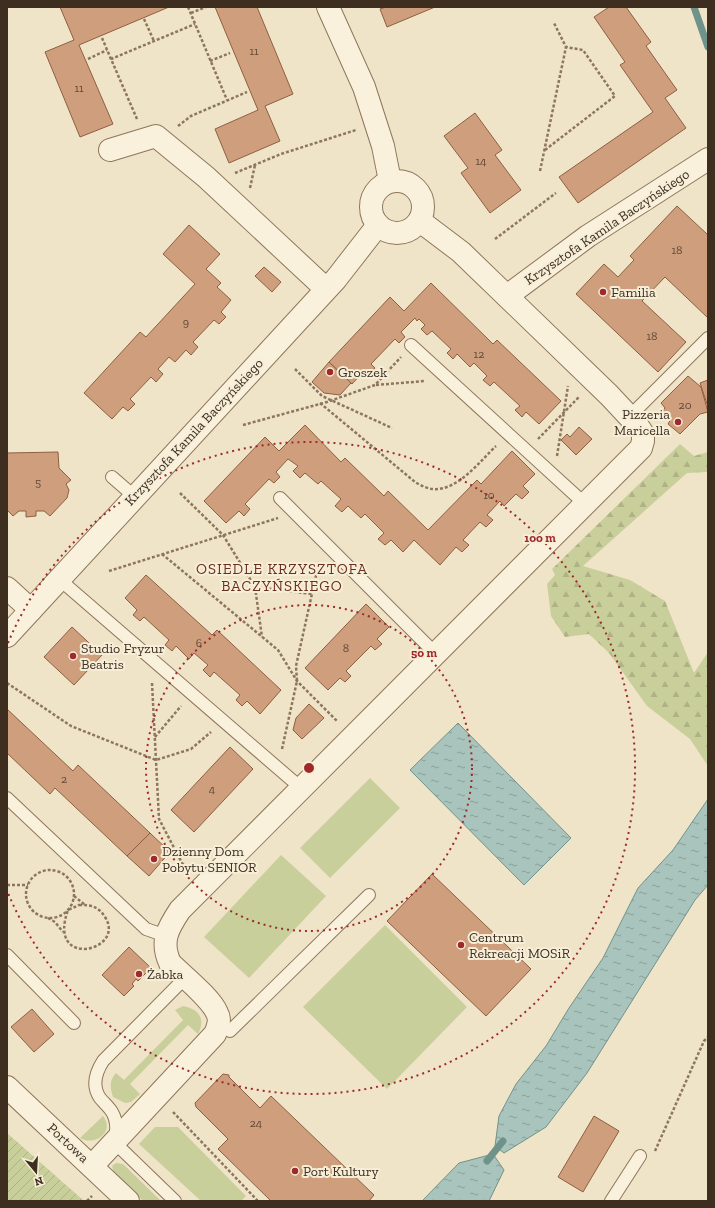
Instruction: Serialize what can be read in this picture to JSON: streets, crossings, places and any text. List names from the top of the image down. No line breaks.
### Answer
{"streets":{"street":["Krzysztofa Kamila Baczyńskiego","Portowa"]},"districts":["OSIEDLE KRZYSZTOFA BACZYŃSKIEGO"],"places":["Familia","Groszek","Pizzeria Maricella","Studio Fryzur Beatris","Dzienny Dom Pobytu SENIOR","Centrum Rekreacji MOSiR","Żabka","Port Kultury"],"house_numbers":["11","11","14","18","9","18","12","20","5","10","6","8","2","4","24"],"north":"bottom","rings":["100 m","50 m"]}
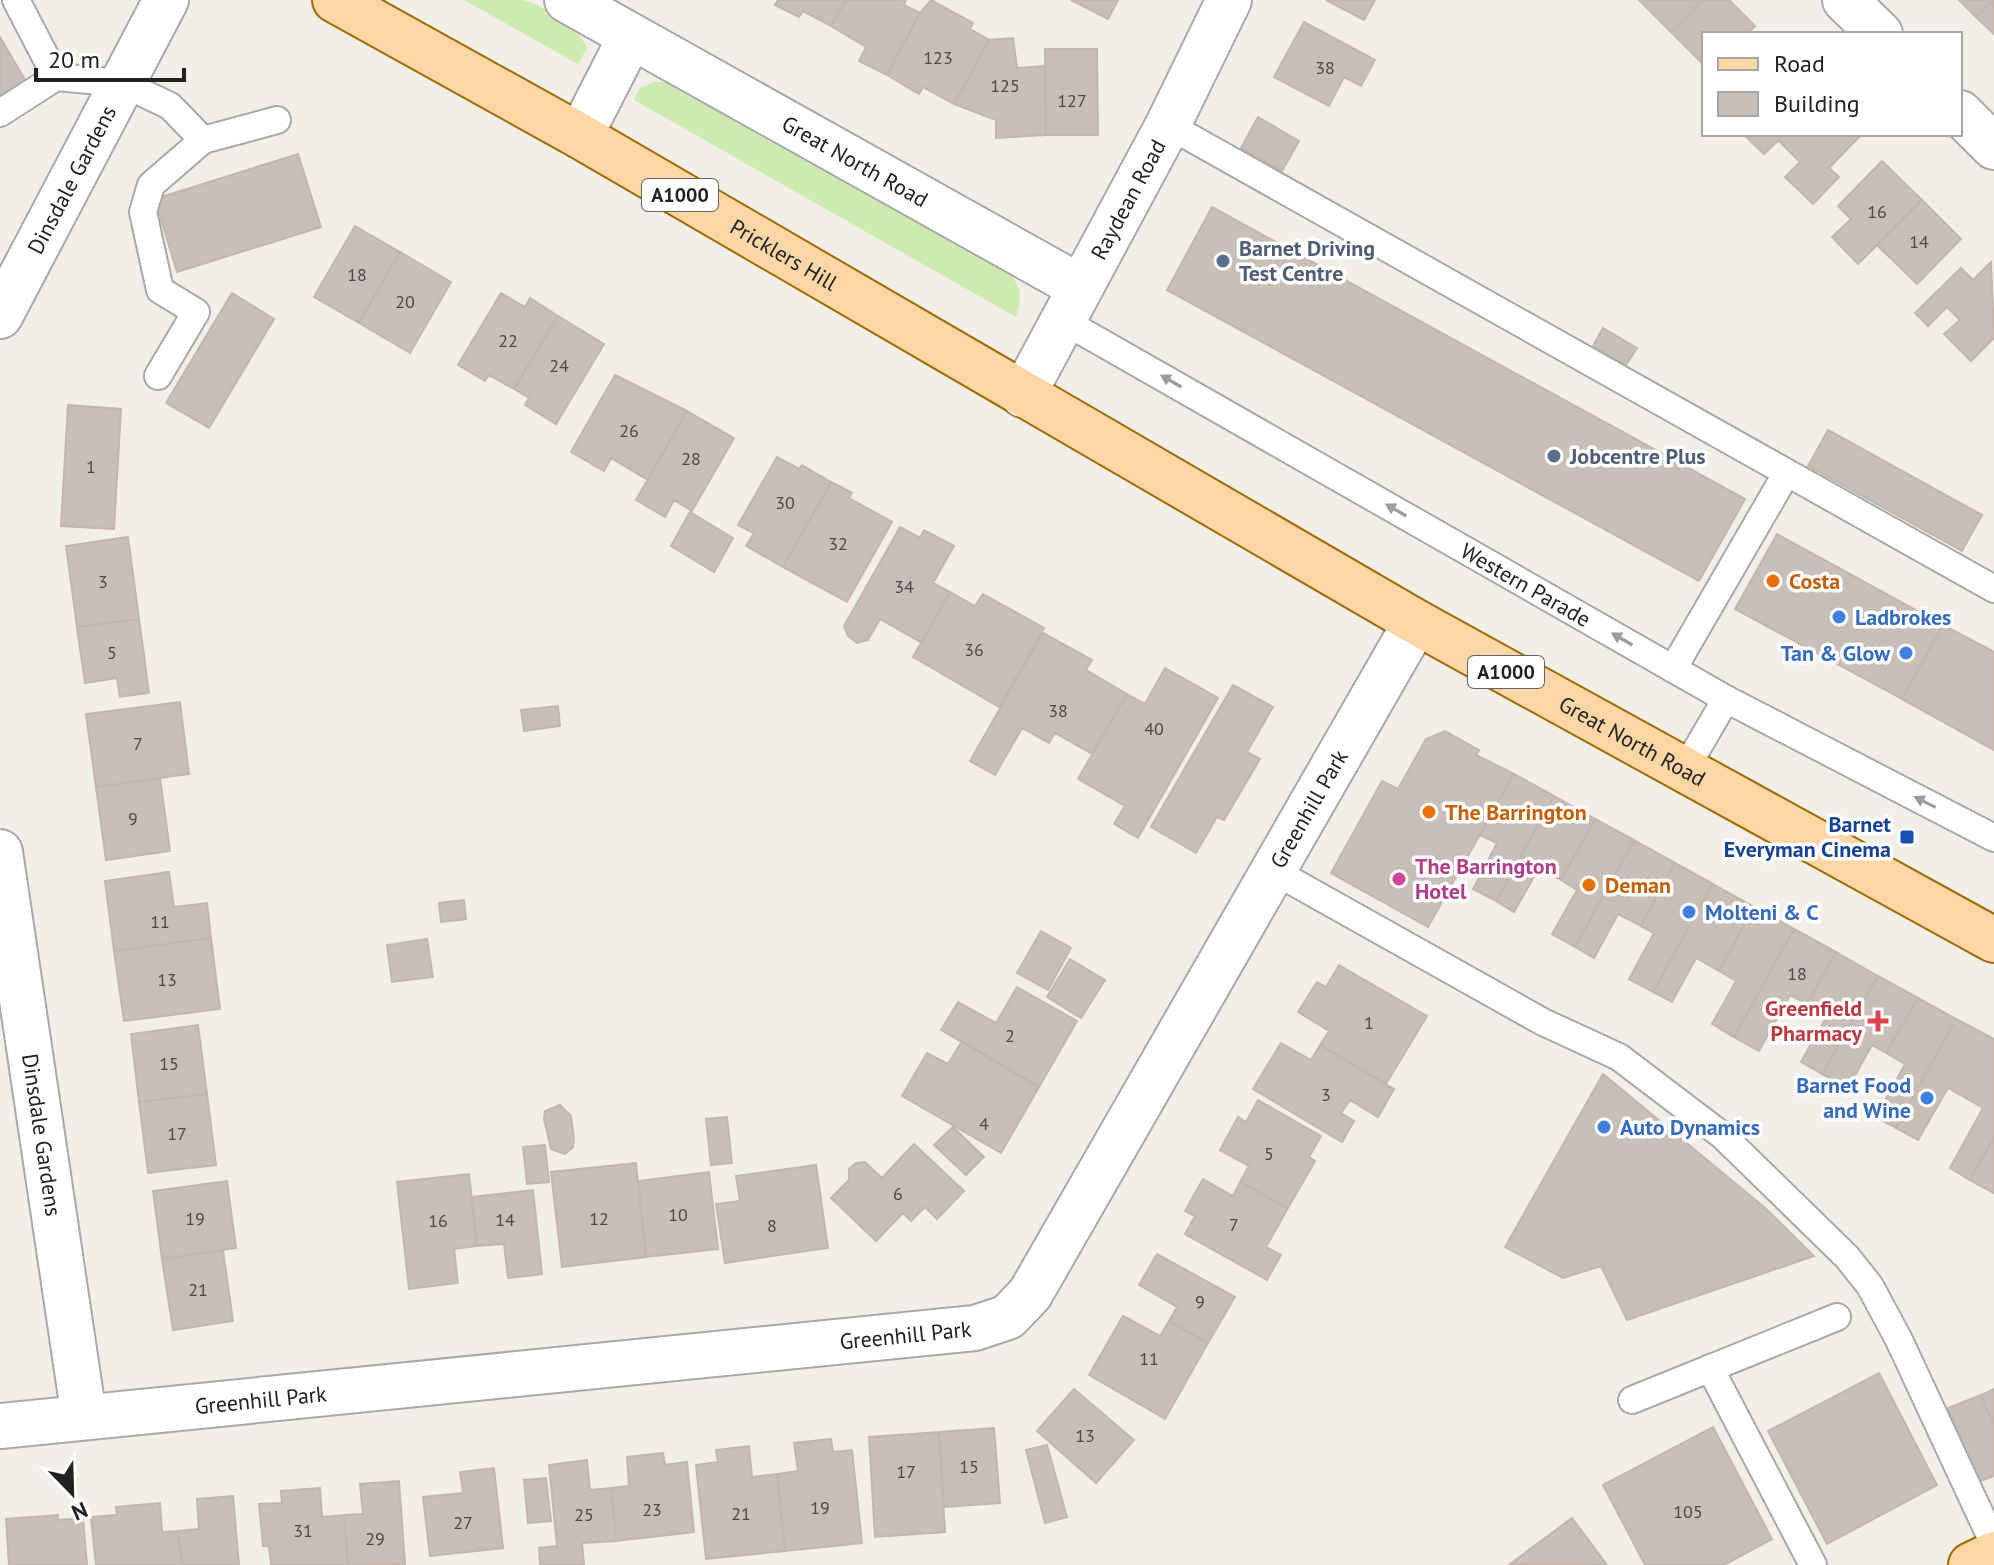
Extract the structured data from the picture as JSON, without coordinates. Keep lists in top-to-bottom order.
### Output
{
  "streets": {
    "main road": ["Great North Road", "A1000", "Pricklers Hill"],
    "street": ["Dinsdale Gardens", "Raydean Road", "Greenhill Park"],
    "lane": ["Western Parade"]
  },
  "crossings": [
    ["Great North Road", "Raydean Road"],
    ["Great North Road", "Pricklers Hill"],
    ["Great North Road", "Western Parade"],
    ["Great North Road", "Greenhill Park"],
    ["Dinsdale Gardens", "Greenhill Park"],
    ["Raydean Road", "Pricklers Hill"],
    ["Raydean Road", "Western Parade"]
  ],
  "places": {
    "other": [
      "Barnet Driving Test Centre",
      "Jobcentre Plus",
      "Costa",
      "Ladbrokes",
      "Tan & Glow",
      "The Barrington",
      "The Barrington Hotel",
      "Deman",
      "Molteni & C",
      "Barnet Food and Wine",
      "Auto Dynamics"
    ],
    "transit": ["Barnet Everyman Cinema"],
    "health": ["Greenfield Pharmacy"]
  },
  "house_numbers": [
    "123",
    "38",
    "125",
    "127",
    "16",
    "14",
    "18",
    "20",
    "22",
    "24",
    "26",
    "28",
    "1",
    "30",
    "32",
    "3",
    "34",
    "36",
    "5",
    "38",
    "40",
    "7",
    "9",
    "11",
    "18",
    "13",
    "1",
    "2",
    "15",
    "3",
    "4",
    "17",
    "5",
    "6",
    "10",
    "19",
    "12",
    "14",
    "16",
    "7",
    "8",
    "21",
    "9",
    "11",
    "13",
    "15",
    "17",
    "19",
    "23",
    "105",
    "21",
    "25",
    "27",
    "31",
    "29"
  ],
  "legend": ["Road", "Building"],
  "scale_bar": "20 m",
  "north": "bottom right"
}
····················
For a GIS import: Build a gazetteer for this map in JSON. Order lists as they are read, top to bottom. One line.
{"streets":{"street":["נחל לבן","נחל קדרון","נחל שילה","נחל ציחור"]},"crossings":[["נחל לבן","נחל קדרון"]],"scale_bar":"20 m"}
····················
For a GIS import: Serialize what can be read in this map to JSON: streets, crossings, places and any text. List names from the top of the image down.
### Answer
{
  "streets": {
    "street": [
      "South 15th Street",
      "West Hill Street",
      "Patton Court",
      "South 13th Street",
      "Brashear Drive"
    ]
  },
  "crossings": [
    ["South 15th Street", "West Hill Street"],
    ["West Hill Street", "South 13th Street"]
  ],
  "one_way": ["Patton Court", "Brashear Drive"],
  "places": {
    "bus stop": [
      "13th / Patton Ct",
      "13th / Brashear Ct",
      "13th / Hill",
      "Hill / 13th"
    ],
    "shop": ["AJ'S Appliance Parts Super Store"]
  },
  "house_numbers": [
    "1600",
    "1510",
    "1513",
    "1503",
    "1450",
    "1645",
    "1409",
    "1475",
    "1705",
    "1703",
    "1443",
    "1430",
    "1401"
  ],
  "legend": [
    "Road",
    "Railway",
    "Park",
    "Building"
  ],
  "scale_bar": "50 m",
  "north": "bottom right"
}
····················
• EXERCISE GOAL:
From the material above, tally every line that includes the word "names" and state the count only.

• EXERCISE RESULT:
2